Restate the whole of the data verbatim, omitting nothing.

(Stored items)
>>

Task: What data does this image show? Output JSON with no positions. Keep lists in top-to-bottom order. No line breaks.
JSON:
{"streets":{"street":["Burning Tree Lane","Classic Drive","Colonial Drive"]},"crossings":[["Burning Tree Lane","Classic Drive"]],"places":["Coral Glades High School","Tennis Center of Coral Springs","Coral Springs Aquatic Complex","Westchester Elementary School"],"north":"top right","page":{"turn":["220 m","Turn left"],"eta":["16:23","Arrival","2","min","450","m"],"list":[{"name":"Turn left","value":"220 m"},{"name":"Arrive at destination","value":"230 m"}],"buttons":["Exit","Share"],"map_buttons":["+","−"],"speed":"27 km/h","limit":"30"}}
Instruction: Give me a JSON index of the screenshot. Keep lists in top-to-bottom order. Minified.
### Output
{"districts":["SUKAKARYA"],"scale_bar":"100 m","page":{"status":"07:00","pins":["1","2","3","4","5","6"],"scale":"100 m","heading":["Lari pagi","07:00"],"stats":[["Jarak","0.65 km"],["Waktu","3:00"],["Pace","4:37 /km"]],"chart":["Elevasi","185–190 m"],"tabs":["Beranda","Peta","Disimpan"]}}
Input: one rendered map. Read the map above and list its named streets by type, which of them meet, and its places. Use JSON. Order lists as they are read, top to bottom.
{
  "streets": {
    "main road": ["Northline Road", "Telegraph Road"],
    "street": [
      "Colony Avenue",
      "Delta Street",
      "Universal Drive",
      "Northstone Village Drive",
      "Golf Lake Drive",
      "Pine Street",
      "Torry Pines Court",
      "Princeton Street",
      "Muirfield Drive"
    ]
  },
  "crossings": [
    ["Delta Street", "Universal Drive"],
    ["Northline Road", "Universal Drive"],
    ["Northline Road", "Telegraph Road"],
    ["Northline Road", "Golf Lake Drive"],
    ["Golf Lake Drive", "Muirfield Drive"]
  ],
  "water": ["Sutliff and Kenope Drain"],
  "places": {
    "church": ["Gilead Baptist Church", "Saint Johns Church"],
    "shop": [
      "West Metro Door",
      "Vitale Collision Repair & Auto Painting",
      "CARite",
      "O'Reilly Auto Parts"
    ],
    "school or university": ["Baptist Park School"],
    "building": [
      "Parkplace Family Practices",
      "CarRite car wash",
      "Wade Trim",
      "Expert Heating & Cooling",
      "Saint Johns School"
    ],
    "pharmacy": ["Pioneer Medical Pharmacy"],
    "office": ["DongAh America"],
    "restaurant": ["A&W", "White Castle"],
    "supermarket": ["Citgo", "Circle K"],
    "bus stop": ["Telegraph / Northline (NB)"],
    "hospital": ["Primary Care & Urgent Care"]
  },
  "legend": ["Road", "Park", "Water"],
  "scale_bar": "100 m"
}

<<

■ Problem solution
Task: What data does this image show? Output JSON with no positions. Keep lists in top-to-bottom order. No line breaks.
JSON:
{"streets":{"street":["Burning Tree Lane","Classic Drive","Colonial Drive"]},"crossings":[["Burning Tree Lane","Classic Drive"]],"places":["Coral Glades High School","Tennis Center of Coral Springs","Coral Springs Aquatic Complex","Westchester Elementary School"],"north":"top right","page":{"turn":["220 m","Turn left"],"eta":["16:23","Arrival","2","min","450","m"],"list":[{"name":"Turn left","value":"220 m"},{"name":"Arrive at destination","value":"230 m"}],"buttons":["Exit","Share"],"map_buttons":["+","−"],"speed":"27 km/h","limit":"30"}}
Instruction: Give me a JSON index of the screenshot. Keep lists in top-to-bottom order. Minified.
### Output
{"districts":["SUKAKARYA"],"scale_bar":"100 m","page":{"status":"07:00","pins":["1","2","3","4","5","6"],"scale":"100 m","heading":["Lari pagi","07:00"],"stats":[["Jarak","0.65 km"],["Waktu","3:00"],["Pace","4:37 /km"]],"chart":["Elevasi","185–190 m"],"tabs":["Beranda","Peta","Disimpan"]}}
Input: one rendered map. Read the map above and list its named streets by type, which of them meet, and its places. Use JSON. Order lists as they are read, top to bottom.
{
  "streets": {
    "main road": ["Northline Road", "Telegraph Road"],
    "street": [
      "Colony Avenue",
      "Delta Street",
      "Universal Drive",
      "Northstone Village Drive",
      "Golf Lake Drive",
      "Pine Street",
      "Torry Pines Court",
      "Princeton Street",
      "Muirfield Drive"
    ]
  },
  "crossings": [
    ["Delta Street", "Universal Drive"],
    ["Northline Road", "Universal Drive"],
    ["Northline Road", "Telegraph Road"],
    ["Northline Road", "Golf Lake Drive"],
    ["Golf Lake Drive", "Muirfield Drive"]
  ],
  "water": ["Sutliff and Kenope Drain"],
  "places": {
    "church": ["Gilead Baptist Church", "Saint Johns Church"],
    "shop": [
      "West Metro Door",
      "Vitale Collision Repair & Auto Painting",
      "CARite",
      "O'Reilly Auto Parts"
    ],
    "school or university": ["Baptist Park School"],
    "building": [
      "Parkplace Family Practices",
      "CarRite car wash",
      "Wade Trim",
      "Expert Heating & Cooling",
      "Saint Johns School"
    ],
    "pharmacy": ["Pioneer Medical Pharmacy"],
    "office": ["DongAh America"],
    "restaurant": ["A&W", "White Castle"],
    "supermarket": ["Citgo", "Circle K"],
    "bus stop": ["Telegraph / Northline (NB)"],
    "hospital": ["Primary Care & Urgent Care"]
  },
  "legend": ["Road", "Park", "Water"],
  "scale_bar": "100 m"
}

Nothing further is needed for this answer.